The Logistics Hub Clock is Ticking

Administrator on September 25, 2014, 6:48 am 734 3
The Logistics Hub Clock is Ticking

As the project to expand the Panama Canal progresses towards its December 2015 deadline, the question is asked, is Jamaica really ready to take full advantage of this expansion? Up to now, Jamaica's Logistics Hub initiative is slowly moving along, with still more discussions and agreements to iron out. The country is still searching for investors with deep pockets to buy into the Logistics Hub dream and time is running out. The only group that has so far expressed an interest is the Chinese and their controversial preference to develop Goat Islands as a trans shipment hub appears to have found tacit acceptance within the government. News is that in March 2014, the Government of Jamaica and the China Harbour Engineering Company (CHEC) signed a framework agreement, signalling the go ahead for the Chinese to proceed.

What's at Stake

Other countries in the region, including the Dominican Republic, and Cuba are taking steps toward developing their own logistics hubs. Jamaica's plans are to expand the Kingston Wharves and other ports to accommodate the movement of larger ships through our waters. The Logistics Hub is however much more than the expansion of wharves, as it also entails the development and enhancement of road and rail transportation, telecommunication, warehousing and financial and human resource services. Jamaica's continued search for investors is becoming crucial as time ticks on as the price tag for the Island's development of its Logistics Hub has been placed at around US$15 Billion, as estimated by the World Bank's International Finance Corporation. Clearly to establish this world class Logistics Hub will require public private partnerships (PPPs) of no mean order as neither the Government of Jamaica nor the private sector can stand this bill alone.
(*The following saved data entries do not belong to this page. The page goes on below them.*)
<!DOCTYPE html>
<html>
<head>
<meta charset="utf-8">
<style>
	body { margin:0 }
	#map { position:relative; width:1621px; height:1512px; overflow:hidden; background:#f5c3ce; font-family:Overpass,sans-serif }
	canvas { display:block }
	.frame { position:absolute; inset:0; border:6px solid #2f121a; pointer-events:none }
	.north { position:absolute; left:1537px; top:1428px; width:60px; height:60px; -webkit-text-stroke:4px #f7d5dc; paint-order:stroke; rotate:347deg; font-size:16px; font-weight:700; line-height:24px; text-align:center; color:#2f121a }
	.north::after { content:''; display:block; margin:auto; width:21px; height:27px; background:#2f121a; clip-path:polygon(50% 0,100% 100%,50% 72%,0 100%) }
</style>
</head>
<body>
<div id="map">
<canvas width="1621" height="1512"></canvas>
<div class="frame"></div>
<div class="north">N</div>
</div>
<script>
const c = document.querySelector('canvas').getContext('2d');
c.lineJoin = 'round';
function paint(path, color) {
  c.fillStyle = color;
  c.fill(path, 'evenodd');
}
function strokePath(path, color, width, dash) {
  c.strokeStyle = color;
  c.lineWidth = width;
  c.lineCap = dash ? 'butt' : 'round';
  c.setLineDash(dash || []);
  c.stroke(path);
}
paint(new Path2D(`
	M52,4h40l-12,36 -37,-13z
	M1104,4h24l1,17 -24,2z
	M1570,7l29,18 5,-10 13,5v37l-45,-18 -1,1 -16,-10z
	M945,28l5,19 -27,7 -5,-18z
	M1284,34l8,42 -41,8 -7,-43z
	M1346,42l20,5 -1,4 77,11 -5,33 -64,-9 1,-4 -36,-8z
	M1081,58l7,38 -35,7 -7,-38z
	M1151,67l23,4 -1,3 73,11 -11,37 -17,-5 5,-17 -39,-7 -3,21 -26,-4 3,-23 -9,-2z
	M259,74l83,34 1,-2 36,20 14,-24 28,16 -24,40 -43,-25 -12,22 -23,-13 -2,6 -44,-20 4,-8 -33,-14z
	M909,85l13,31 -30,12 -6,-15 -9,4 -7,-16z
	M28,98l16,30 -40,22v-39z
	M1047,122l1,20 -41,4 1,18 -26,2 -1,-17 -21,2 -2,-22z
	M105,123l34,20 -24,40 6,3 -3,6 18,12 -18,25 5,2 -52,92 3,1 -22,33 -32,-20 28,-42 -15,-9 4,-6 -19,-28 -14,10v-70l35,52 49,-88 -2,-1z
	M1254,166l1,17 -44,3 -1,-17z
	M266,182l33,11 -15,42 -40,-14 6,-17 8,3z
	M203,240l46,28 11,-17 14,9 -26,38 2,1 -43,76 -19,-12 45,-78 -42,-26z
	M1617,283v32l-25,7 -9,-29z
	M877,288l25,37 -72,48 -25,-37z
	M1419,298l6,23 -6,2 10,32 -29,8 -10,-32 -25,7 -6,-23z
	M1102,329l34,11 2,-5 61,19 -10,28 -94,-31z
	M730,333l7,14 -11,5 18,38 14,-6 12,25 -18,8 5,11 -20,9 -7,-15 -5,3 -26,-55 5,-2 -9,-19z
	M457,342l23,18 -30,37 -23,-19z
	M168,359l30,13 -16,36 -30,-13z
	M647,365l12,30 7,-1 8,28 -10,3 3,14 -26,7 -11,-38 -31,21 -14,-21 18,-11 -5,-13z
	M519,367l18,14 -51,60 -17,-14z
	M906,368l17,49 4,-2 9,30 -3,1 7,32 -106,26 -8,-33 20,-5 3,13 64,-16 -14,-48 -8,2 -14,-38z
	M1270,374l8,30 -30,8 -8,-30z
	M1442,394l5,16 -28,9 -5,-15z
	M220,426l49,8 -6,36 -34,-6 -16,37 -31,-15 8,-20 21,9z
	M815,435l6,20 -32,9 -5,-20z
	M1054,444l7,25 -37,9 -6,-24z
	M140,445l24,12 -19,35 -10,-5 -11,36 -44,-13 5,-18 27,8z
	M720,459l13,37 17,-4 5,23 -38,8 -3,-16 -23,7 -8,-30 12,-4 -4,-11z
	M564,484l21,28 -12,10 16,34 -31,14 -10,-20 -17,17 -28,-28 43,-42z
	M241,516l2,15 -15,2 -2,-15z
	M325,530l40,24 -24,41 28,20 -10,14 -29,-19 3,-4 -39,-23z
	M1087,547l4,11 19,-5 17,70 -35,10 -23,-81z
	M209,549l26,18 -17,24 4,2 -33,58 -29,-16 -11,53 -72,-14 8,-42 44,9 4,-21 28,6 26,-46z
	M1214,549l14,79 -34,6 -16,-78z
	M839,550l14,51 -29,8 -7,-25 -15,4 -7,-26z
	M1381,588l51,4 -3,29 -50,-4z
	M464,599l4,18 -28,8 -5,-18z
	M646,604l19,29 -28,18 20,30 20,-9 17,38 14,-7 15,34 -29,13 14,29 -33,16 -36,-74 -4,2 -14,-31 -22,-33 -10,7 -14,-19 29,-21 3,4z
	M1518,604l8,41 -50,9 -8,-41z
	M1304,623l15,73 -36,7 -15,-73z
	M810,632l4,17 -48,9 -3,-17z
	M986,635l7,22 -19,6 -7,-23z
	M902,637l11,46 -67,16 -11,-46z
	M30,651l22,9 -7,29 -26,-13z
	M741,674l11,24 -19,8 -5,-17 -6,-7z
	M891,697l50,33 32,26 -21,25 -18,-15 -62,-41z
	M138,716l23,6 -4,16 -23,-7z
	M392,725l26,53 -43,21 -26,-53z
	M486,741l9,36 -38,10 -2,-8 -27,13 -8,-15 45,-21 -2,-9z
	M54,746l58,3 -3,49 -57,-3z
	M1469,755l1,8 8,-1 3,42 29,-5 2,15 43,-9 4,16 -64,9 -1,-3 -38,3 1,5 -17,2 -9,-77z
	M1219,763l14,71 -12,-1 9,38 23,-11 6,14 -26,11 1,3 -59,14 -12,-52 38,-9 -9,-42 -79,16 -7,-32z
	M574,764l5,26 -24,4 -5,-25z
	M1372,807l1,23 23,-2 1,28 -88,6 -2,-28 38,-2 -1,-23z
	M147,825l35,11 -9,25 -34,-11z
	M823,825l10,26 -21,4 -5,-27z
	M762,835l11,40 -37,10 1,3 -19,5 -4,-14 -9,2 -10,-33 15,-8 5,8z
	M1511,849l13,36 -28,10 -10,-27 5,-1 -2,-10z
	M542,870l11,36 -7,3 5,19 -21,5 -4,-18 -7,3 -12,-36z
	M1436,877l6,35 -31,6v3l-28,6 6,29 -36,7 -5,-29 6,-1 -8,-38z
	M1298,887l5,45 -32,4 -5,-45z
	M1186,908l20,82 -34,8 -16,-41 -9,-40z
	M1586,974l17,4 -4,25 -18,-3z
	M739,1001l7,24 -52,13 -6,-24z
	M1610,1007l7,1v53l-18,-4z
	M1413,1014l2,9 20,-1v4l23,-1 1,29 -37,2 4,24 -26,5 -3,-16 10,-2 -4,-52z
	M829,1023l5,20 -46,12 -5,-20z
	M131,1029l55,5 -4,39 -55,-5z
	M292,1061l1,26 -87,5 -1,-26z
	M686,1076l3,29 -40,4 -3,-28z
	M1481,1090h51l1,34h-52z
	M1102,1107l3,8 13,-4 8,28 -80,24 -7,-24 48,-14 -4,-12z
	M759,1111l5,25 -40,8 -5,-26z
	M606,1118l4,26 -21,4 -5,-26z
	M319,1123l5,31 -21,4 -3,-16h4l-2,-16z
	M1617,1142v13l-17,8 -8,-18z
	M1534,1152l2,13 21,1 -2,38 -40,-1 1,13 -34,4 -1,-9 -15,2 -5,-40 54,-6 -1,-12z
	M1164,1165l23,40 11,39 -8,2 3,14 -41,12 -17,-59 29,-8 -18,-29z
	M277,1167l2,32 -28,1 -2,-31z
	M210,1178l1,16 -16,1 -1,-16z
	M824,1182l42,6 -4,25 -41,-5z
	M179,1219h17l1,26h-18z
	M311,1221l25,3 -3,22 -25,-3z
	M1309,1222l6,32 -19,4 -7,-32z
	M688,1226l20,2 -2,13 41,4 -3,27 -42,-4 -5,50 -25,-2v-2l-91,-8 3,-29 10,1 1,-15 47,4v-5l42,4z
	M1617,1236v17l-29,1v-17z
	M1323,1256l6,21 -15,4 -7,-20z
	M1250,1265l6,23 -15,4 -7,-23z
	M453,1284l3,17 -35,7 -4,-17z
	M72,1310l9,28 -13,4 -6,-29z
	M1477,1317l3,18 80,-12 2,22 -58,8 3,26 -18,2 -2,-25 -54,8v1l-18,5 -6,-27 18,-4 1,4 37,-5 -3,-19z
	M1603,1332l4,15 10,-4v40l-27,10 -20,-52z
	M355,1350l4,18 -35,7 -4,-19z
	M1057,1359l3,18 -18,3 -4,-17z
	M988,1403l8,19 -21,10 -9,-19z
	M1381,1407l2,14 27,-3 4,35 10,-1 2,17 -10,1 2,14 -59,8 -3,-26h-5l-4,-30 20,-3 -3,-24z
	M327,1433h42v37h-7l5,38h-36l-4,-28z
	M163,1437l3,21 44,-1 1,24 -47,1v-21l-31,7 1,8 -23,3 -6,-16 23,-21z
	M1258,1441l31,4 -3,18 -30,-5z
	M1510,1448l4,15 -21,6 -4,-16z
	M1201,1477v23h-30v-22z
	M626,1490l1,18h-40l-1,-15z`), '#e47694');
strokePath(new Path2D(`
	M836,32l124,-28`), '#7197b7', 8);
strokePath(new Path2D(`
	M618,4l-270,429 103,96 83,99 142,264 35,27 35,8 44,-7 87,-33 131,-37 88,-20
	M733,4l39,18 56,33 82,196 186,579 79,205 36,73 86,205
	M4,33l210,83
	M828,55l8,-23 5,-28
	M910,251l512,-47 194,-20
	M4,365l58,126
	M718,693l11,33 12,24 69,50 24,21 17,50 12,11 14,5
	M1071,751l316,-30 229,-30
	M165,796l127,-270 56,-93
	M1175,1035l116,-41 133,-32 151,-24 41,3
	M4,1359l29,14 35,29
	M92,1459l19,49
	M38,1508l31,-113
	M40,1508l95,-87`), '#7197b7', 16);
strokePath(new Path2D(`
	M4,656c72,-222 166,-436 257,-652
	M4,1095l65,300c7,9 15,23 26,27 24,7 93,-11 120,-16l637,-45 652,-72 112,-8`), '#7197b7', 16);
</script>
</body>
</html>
Time is of the essence and according to the Jamaica Chambers of Commerce in a recent presentation, the timeline for the establishment of Jamaica's first Logistics Park is to open and operate the Caymanas 200 acre Logistics Park by July 1, 2016; Start constructing the Caymanas Logistics Park by the second quarter of 2015; but before these can commence, complete negotiations and finalise agreements with investors (both International and Jamaican) by the fourth quarter of 2014 to the second quarter of 2015.

The Logistics Park is just a part of what should be expected with this Logistics Hub. First off, jobs in the region of between 2,000 to 10,000 are expected, but Jamaica must train and certify highly skilled personnel to international standards to meet the demands of the Logistics Hub. In addition, the legal framework for the operation of this Logistic Hub, and for ease of doing business, will become crucial. As the WTO mandated, Jamaica must close its Free Zones by the end of 2015, and efforts by the Ministry of Industry, Investment and Commerce to pave the way for the establishment of Special Economic Zones are heating up. Truth is, Jamaica must meet deadlines if it is to benefit from its own advantage as part of a key trade route in the Western Hemisphere.